# [DIRECTIONS]
The entries that follow should come back exactly, with no pictures among them.

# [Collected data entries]
=== Section Start ===
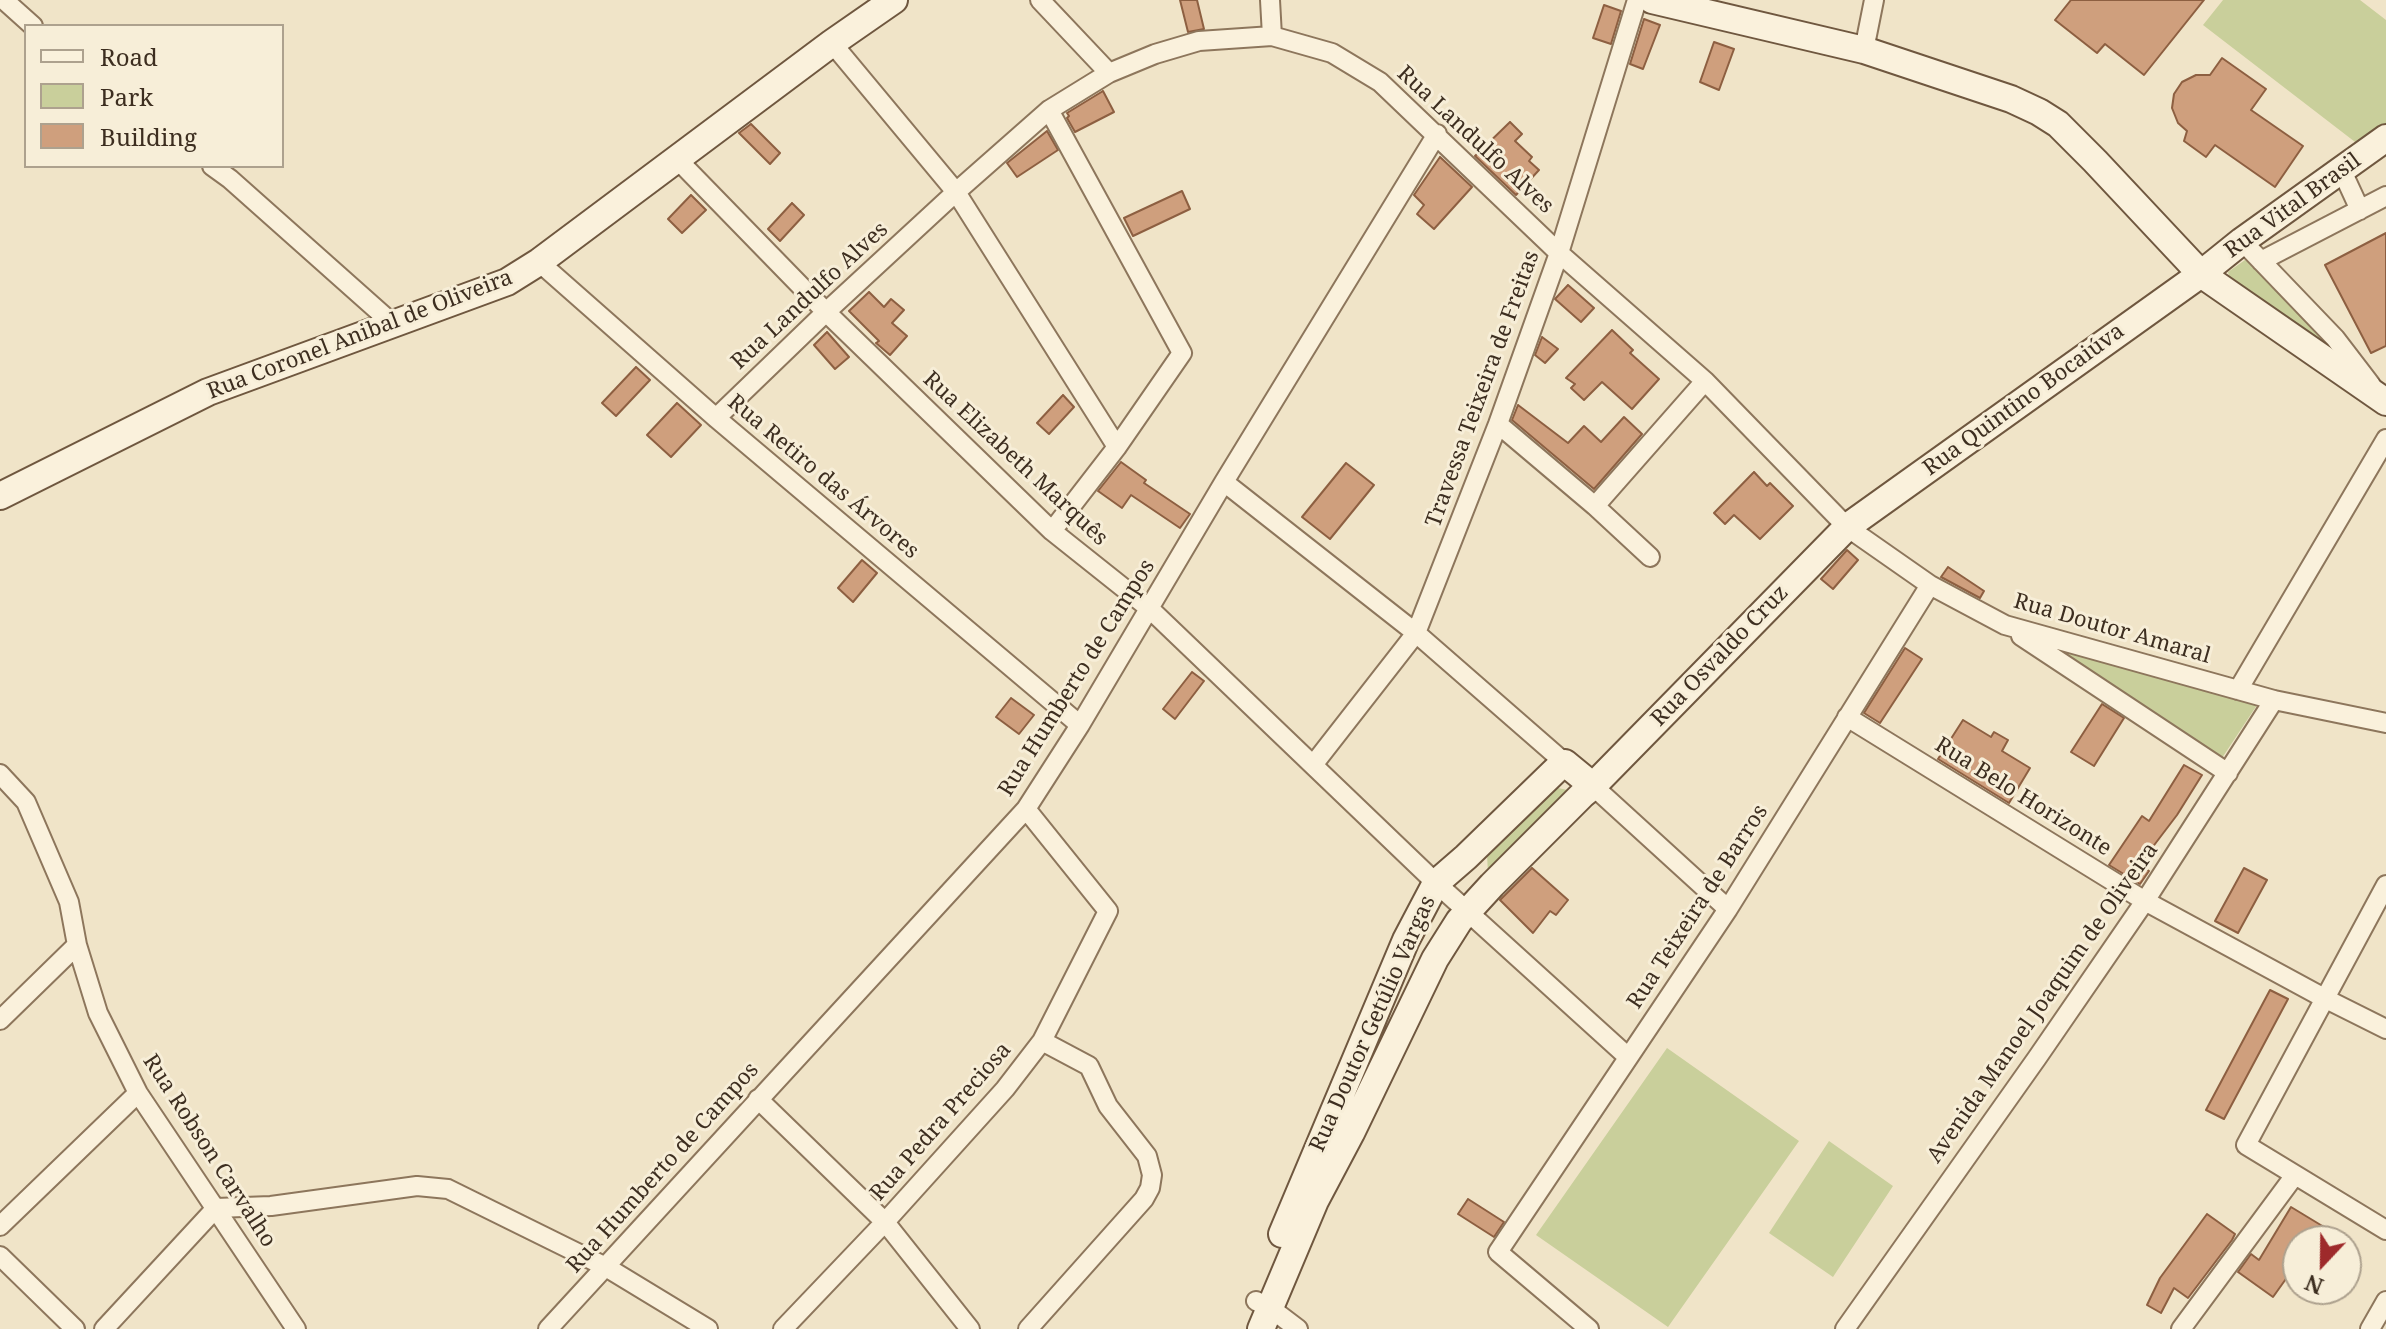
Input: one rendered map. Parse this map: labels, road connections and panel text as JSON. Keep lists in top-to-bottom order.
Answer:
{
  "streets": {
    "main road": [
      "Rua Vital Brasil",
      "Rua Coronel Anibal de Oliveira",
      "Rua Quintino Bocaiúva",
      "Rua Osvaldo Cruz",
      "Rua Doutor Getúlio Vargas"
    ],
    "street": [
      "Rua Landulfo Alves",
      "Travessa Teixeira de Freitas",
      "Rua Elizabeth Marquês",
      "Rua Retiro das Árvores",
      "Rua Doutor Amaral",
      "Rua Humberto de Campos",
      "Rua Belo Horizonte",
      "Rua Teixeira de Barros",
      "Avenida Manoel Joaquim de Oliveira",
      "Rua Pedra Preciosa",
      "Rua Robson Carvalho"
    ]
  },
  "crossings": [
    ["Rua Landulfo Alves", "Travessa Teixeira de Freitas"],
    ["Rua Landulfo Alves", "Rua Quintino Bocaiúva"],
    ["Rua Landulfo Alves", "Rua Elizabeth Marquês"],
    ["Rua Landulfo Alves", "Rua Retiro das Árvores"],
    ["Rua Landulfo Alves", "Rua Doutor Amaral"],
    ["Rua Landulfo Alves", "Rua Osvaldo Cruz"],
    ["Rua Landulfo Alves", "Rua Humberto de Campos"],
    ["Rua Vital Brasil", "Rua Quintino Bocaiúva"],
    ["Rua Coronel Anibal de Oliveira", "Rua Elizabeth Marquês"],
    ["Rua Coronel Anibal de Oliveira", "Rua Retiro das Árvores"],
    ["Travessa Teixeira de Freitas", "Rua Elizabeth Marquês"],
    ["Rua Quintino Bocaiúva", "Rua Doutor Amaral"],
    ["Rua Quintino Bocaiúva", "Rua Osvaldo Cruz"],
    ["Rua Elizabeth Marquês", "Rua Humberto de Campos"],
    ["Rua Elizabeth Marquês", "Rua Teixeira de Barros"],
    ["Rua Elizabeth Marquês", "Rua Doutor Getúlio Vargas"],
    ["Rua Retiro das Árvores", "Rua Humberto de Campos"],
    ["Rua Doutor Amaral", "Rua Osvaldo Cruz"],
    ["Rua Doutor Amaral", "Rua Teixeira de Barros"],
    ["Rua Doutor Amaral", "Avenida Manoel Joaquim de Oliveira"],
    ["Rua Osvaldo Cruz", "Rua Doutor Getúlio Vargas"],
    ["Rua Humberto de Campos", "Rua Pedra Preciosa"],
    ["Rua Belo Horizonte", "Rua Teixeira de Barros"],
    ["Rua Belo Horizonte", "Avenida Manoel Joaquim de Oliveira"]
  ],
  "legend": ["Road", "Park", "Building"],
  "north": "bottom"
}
=== Section End ===
# [WRITTEN ANSWER]
Input: one rendered map. Parse this map: labels, road connections and panel text as JSON. Keep lists in top-to-bottom order.
Answer:
{
  "streets": {
    "main road": [
      "Rua Vital Brasil",
      "Rua Coronel Anibal de Oliveira",
      "Rua Quintino Bocaiúva",
      "Rua Osvaldo Cruz",
      "Rua Doutor Getúlio Vargas"
    ],
    "street": [
      "Rua Landulfo Alves",
      "Travessa Teixeira de Freitas",
      "Rua Elizabeth Marquês",
      "Rua Retiro das Árvores",
      "Rua Doutor Amaral",
      "Rua Humberto de Campos",
      "Rua Belo Horizonte",
      "Rua Teixeira de Barros",
      "Avenida Manoel Joaquim de Oliveira",
      "Rua Pedra Preciosa",
      "Rua Robson Carvalho"
    ]
  },
  "crossings": [
    ["Rua Landulfo Alves", "Travessa Teixeira de Freitas"],
    ["Rua Landulfo Alves", "Rua Quintino Bocaiúva"],
    ["Rua Landulfo Alves", "Rua Elizabeth Marquês"],
    ["Rua Landulfo Alves", "Rua Retiro das Árvores"],
    ["Rua Landulfo Alves", "Rua Doutor Amaral"],
    ["Rua Landulfo Alves", "Rua Osvaldo Cruz"],
    ["Rua Landulfo Alves", "Rua Humberto de Campos"],
    ["Rua Vital Brasil", "Rua Quintino Bocaiúva"],
    ["Rua Coronel Anibal de Oliveira", "Rua Elizabeth Marquês"],
    ["Rua Coronel Anibal de Oliveira", "Rua Retiro das Árvores"],
    ["Travessa Teixeira de Freitas", "Rua Elizabeth Marquês"],
    ["Rua Quintino Bocaiúva", "Rua Doutor Amaral"],
    ["Rua Quintino Bocaiúva", "Rua Osvaldo Cruz"],
    ["Rua Elizabeth Marquês", "Rua Humberto de Campos"],
    ["Rua Elizabeth Marquês", "Rua Teixeira de Barros"],
    ["Rua Elizabeth Marquês", "Rua Doutor Getúlio Vargas"],
    ["Rua Retiro das Árvores", "Rua Humberto de Campos"],
    ["Rua Doutor Amaral", "Rua Osvaldo Cruz"],
    ["Rua Doutor Amaral", "Rua Teixeira de Barros"],
    ["Rua Doutor Amaral", "Avenida Manoel Joaquim de Oliveira"],
    ["Rua Osvaldo Cruz", "Rua Doutor Getúlio Vargas"],
    ["Rua Humberto de Campos", "Rua Pedra Preciosa"],
    ["Rua Belo Horizonte", "Rua Teixeira de Barros"],
    ["Rua Belo Horizonte", "Avenida Manoel Joaquim de Oliveira"]
  ],
  "legend": ["Road", "Park", "Building"],
  "north": "bottom"
}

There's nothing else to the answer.